Il Cavaliere annuì. — Era – ed è ancora – un attore. Recita molti ruoli. Ha cominciato a comprare proprietà nel Sedicesimo secolo, quando scriveva ancora. Diceva sempre che guadagnava più dalle sue terre che dalle sue commedie. Ma è meglio non credere alla metà di quello che dice; può essere un terribile bugiardo. — Palamede diede gas e girò il volante, facendo lentamente compiere al grosso taxi nero un semicerchio, mentre l’Alchimista lo seguiva a piedi. — Il fienile è invisibile dalla strada, e mi chiuderò il cancello dietro. — Il Cavaliere lanciò un’occhiata di sghembo a Flamel, quindi indicò con un cenno brusco del mento la struttura in rovina. — Hai davvero cercato di uccidere il Re, l’ultima volta che vi siete incontrati?
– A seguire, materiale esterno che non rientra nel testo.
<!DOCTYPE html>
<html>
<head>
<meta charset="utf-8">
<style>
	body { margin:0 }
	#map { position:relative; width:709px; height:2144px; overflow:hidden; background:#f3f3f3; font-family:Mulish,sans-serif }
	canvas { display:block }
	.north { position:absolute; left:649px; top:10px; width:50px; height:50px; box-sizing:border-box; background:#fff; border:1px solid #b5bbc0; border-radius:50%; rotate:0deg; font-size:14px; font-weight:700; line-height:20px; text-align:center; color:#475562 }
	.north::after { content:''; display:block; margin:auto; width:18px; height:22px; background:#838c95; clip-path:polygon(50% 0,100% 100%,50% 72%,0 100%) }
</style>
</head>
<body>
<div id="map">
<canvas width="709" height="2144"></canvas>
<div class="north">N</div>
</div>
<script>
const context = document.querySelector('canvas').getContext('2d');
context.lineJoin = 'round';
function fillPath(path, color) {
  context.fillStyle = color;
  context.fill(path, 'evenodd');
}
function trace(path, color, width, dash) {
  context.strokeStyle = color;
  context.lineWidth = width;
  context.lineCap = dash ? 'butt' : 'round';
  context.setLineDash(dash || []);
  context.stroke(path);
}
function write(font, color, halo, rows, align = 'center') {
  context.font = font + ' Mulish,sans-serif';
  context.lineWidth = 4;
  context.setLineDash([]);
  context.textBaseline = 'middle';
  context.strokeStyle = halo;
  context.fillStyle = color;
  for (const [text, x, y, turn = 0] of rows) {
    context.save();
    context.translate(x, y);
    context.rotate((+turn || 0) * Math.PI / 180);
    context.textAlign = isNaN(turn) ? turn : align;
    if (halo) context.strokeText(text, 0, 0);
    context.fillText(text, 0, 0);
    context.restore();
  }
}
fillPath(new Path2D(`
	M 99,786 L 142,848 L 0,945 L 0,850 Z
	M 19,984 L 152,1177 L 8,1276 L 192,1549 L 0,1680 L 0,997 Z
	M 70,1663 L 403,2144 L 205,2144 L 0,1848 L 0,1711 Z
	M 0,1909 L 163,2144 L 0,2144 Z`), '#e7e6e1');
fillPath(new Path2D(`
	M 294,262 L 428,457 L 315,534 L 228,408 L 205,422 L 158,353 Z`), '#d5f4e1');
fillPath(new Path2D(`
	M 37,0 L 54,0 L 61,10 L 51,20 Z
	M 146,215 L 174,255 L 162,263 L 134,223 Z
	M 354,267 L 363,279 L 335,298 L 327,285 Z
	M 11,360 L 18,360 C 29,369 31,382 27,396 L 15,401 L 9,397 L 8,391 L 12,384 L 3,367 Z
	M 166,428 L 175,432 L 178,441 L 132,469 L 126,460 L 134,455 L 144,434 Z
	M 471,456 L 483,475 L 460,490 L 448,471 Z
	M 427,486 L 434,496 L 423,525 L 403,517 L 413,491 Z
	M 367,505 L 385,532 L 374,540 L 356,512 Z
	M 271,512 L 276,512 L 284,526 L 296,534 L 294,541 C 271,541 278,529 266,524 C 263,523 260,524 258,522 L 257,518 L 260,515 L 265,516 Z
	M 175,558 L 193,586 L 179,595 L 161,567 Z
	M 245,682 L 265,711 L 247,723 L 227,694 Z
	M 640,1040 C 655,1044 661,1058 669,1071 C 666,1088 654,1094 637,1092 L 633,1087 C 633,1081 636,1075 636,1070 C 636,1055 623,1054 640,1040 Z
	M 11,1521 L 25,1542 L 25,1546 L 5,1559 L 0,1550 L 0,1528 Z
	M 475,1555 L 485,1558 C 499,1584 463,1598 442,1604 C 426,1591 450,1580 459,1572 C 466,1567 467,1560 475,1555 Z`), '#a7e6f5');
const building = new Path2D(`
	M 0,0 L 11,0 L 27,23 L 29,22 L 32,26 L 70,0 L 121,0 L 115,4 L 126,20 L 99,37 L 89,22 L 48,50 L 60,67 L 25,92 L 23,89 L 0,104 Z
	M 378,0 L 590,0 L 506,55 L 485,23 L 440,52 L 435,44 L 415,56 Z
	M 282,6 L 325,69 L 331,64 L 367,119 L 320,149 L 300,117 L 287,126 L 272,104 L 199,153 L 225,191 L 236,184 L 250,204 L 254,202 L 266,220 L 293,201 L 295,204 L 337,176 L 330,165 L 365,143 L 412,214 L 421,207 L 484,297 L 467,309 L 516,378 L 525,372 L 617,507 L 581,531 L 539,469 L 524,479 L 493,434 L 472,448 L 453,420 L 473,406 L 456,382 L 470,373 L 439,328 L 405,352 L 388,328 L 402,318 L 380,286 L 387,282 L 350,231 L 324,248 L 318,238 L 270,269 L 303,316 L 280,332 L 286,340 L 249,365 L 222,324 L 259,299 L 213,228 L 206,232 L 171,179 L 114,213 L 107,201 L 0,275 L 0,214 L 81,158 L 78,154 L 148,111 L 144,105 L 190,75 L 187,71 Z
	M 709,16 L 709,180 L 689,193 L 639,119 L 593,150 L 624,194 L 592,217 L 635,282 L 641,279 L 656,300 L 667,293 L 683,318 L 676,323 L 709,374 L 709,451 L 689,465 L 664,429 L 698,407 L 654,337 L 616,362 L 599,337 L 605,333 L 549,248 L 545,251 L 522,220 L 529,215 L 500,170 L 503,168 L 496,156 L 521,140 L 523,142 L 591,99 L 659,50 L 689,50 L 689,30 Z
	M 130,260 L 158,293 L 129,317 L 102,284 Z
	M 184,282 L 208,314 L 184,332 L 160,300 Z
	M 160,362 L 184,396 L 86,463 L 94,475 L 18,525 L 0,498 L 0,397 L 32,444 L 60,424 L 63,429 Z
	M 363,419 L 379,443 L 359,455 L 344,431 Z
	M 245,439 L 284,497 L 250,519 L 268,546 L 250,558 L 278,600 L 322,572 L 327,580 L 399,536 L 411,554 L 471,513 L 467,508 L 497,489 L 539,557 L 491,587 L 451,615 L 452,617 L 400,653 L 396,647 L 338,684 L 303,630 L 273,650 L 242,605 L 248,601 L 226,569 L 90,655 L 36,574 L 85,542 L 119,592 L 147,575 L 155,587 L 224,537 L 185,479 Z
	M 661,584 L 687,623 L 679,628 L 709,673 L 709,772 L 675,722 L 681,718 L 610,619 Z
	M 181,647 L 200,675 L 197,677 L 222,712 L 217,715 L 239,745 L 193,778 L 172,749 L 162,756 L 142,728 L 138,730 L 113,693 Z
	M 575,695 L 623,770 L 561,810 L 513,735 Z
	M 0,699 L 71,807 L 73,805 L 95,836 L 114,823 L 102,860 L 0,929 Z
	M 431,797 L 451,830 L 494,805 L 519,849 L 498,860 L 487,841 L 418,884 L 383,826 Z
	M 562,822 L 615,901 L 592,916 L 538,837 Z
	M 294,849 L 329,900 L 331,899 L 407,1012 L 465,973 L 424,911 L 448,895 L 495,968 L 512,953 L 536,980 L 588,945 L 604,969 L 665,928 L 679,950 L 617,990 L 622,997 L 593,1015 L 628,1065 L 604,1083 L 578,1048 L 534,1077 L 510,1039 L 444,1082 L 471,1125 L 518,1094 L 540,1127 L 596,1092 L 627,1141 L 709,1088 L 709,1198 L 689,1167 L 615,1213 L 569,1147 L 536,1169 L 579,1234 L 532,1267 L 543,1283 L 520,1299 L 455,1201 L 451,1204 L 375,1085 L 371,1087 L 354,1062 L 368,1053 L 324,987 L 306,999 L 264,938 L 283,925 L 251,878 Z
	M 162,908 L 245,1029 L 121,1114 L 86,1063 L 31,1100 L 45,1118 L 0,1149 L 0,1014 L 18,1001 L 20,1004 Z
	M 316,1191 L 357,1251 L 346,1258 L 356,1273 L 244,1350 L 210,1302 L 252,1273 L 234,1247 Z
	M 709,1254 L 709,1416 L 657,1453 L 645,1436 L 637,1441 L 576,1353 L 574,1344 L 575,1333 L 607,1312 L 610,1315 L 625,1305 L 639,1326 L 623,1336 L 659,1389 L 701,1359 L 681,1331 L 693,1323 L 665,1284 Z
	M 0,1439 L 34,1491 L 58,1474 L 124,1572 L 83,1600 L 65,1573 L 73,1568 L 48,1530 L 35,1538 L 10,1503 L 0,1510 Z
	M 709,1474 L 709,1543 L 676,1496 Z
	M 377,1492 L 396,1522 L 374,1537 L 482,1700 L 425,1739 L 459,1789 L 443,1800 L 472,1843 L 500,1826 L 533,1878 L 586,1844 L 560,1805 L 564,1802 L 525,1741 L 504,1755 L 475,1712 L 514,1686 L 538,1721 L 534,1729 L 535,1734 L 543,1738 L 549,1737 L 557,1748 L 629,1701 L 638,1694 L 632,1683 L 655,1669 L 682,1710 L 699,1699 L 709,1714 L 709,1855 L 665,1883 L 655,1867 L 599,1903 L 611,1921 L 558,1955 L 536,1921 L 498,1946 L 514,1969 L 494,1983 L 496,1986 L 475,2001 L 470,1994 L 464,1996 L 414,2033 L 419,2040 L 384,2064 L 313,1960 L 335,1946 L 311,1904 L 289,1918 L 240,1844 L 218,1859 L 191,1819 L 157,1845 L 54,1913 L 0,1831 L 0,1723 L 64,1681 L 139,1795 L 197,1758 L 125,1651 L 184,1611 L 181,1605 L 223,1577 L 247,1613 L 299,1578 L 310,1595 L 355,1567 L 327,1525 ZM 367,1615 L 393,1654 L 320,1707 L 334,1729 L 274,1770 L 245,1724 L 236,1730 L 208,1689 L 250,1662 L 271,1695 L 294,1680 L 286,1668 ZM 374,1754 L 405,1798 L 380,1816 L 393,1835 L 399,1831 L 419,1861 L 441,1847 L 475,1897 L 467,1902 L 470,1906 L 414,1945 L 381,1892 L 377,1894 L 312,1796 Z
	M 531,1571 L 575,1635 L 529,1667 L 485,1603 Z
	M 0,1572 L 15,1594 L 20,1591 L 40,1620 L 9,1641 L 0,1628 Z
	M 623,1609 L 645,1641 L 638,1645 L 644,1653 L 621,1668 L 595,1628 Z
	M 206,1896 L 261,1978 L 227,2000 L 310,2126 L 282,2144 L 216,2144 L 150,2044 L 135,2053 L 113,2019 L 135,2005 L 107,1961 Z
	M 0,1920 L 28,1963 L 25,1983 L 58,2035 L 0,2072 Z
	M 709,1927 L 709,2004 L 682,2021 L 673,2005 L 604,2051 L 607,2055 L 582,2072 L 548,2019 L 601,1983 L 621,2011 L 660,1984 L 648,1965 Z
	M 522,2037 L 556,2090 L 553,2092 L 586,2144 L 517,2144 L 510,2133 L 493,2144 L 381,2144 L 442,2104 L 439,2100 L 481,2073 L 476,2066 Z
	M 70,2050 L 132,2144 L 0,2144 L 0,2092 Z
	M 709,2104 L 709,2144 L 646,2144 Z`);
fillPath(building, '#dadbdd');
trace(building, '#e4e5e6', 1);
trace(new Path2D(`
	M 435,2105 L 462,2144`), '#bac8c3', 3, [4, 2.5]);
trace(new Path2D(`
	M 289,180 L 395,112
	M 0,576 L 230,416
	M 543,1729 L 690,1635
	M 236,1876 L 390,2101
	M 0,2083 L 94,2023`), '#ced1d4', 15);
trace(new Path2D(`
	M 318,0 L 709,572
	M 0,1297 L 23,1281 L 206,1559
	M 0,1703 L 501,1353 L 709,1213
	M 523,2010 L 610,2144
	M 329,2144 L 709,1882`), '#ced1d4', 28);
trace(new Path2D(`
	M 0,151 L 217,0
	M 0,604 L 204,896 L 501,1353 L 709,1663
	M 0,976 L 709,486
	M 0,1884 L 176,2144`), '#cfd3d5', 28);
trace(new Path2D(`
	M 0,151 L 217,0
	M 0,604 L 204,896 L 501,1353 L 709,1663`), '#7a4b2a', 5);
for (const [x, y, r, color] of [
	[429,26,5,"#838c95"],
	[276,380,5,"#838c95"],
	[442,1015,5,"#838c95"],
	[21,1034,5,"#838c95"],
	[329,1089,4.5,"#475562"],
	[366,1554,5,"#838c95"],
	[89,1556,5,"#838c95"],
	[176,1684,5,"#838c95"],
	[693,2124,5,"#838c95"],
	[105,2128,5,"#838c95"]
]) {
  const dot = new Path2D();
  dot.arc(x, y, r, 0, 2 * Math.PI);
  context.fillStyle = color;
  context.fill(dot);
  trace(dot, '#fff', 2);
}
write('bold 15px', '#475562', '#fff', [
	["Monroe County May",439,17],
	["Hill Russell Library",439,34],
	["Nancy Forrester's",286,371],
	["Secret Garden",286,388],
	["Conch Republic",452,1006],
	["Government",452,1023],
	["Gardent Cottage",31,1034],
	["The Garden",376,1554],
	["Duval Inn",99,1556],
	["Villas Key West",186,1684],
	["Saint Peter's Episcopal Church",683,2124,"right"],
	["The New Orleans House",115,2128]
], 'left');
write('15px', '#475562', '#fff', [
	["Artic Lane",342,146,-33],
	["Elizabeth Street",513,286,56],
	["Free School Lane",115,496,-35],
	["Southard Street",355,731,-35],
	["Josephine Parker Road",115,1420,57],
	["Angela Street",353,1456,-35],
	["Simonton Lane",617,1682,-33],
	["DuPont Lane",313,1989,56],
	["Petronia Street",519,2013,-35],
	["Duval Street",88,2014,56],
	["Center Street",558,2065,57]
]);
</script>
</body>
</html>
Nicholas scosse la testa. — Nonostante quello che pensi di me, Palamede, non sono un assassino. Nel 1945, io e Perenelle lavoravamo ad Alamogordo, nel Nuovo Messico. Era senza dubbio l’incarico perfetto per un alchimista. Anche se il nostro lavoro era protetto dal massimo livello di segretezza possibile, Gilgamesh in qualche modo scoprì i nostri piani.
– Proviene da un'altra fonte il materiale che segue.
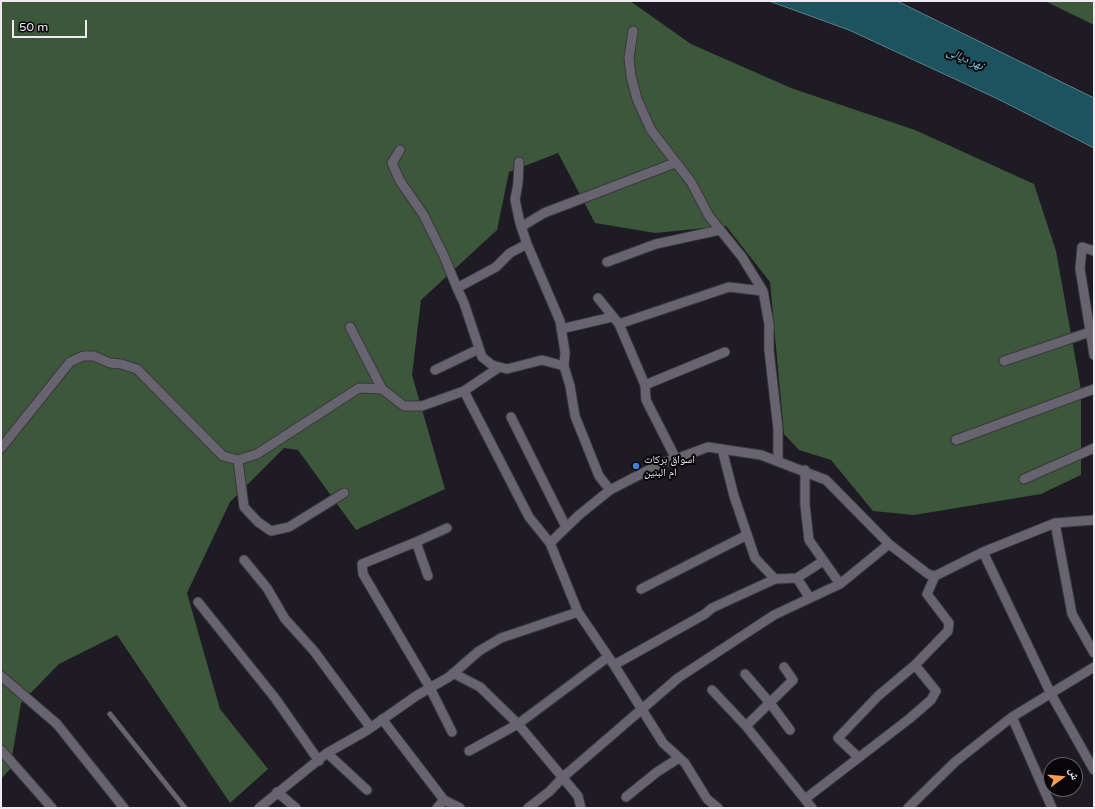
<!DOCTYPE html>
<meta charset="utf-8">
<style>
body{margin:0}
#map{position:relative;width:1095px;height:809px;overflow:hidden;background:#1e1b24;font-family:"Varela Round","Noto Naskh Arabic",sans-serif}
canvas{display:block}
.frame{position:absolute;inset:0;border:2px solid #edebf1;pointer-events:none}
.north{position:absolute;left:1043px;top:757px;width:40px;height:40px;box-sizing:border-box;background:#08060a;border:1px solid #646266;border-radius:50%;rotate:74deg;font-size:11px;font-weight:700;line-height:16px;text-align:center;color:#edebf1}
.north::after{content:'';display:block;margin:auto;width:14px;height:18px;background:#fb9e50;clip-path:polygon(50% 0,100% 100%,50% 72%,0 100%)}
.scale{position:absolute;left:12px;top:20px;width:75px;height:18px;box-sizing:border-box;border:2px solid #edebf1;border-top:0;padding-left:5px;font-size:12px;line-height:14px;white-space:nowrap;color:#edebf1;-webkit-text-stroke:3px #08060a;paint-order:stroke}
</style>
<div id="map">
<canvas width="1095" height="809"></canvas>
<div class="frame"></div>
<div class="north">ش</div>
<div class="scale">50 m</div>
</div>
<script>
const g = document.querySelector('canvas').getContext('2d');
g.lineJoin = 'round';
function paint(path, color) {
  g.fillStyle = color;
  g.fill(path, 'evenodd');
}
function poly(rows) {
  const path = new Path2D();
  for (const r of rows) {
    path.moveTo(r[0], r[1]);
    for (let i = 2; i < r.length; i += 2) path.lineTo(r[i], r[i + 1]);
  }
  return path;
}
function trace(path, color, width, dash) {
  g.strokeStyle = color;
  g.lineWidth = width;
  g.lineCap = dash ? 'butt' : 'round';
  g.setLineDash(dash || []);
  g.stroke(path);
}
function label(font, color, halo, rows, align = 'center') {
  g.font = font + ' "Varela Round","Noto Naskh Arabic",sans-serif';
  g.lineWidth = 4;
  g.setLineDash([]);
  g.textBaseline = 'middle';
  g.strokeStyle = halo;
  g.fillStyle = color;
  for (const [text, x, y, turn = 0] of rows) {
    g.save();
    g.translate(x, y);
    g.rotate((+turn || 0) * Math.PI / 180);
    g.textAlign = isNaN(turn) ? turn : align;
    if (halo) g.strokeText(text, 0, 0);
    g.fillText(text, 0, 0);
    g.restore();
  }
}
const forest = poly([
 [1,1,630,1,691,44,791,88,915,130,1034,184,1056,251,1081,390,1081,475,1041,494,914,515,873,511,831,460,799,450,784,434,770,282,726,226,655,233,595,223,558,153,509,172,497,230,421,300,412,375,445,489,356,530,298,450,284,448,230,502,187,593,220,709,268,769,230,803,117,635,59,664,21,703,10,769,1,779],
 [1045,1,1094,1,1094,25]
]);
const water = poly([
 [769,1,897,1,1094,98,1094,148,998,99,849,30,769,1]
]);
const service = poly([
 [110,714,185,808]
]);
const minor = poly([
 [633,31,629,58,631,76,637,99,651,130,691,182,709,216,742,257,763,291,769,324,769,350,778,429,778,460],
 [400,150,392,163,400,181,423,214,444,256,457,288,464,303,482,357,492,365,507,369,542,360,564,366],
 [519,162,518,183,515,200,520,223,527,244,560,321,565,352,564,366,570,386,575,416,599,476,610,490],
 [521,227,544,213,675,163],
 [1094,251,1082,247,1080,269,1094,355],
 [607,262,656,244,720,230],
 [457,288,496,267,510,253,527,244],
 [598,298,619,324,645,385,646,400,676,459],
 [619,324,729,287,763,291],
 [350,327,382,389,404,406,422,406,464,391,498,368],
 [561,329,612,317],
 [1004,361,1090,332],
 [435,370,479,349],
 [645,385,725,352],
 [464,391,529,517,550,543,578,612],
 [511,417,566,527],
 [956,440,1094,389],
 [1,448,70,362,83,356,94,356,110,363,121,364,137,369,223,456,238,460,257,454,359,388,382,389],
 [722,449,734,496,755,558,775,579],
 [238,460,244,507,258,522,271,531,289,527,344,493],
 [805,470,805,505,809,540,840,584],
 [1024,479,1094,448],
 [1055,523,1072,614,1094,653],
 [416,542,447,528],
 [550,543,579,515,610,490,664,462,676,459,708,447,761,455,826,480,889,544,928,574,935,576,983,552,1055,523,1094,520],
 [983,552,1051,694,1094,770],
 [244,560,267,588,285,619,314,651,370,727],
 [428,576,416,542,362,564,363,574,430,688,452,732],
 [797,578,809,597],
 [641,589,747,535],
 [198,602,275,698,319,761],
 [614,665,705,614,712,608,775,579,797,578,823,561],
 [453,673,480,687,518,724,578,796,581,808],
 [745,674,770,703,790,730],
 [1,676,57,724,124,808],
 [712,690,746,726,812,808],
 [1012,717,1052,808],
 [382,719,444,800,460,808],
 [746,726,793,680,784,667],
 [1,750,52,808],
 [469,751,518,724,608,657],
 [327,753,367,790],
 [858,757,838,738,878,696,915,665,948,631,949,623,927,594,935,576],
 [277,792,296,808],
 [626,797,657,772,679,758],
 [805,799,909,719,931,700,936,691,915,665],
 [259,808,327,753,366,731,416,696,449,677,479,651,501,638,578,612,614,665,663,743,685,763,707,799,718,808],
 [437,808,444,800],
 [528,808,550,791,562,778,678,678,774,615,840,584,889,544],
 [908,808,955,762,1012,717,1094,667]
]);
const markers = [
 [636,466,4,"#3f7fe0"]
];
const poiNames = [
 ["اسواق بركات",644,460],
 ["ام البنين",644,473]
];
const waterNames = [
 ["نهر ديالى",965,59,24]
];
paint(forest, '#3c5739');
paint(water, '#1c535e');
trace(water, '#5b818a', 1);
trace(service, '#3a383f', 6);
trace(minor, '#3a383f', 11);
trace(service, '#68646f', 4.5);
trace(minor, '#68646f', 9);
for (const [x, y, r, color] of markers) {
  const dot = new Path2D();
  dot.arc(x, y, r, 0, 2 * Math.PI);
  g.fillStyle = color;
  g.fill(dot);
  trace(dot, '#08060a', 1.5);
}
label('11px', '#edebf1', '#08060a', poiNames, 'left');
label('italic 12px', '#79d1e4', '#08060a', waterNames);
</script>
— E quali erano questi piani? — chiese Palamede, confuso.
— La detonazione della prima bomba atomica. Gilgamesh voleva finirci sotto. Pensava che fosse l’unico modo in cui poteva morire davvero.
Il volto del Cavaliere saraceno si corrugò in una smorfia di compassione. — Che accadde poi?
— Perenelle lo fece ricoverare in un istituto, per il suo stesso bene. Lì ha trascorso dieci anni, finché non capimmo che ormai era al sicuro e che potevamo consentirgli di fuggire.
Palamede sbuffò. — C’è poco da meravigliarsi se ti detesta — disse. Poi fece rombare il motore e si allontanò in una nuvola di polvere.
— C’è poco da meravigliarsi, davvero — mormorò Nicholas. Aspettò che la polvere si posasse, quindi si voltò e si diresse verso il fienile. Sperava che Gilgamesh non ricordasse tutto – soprattutto la parte relativa all’istituto – almeno fino a quando non avesse insegnato ai gemelli la terza delle magie elementali.
Mentre varcava la soglia del fienile, l’Alchimista fu colto da un terribile dubbio: visto il suo stato mentale, il Re avrebbe ricordato l’antica Magia dell’Acqua?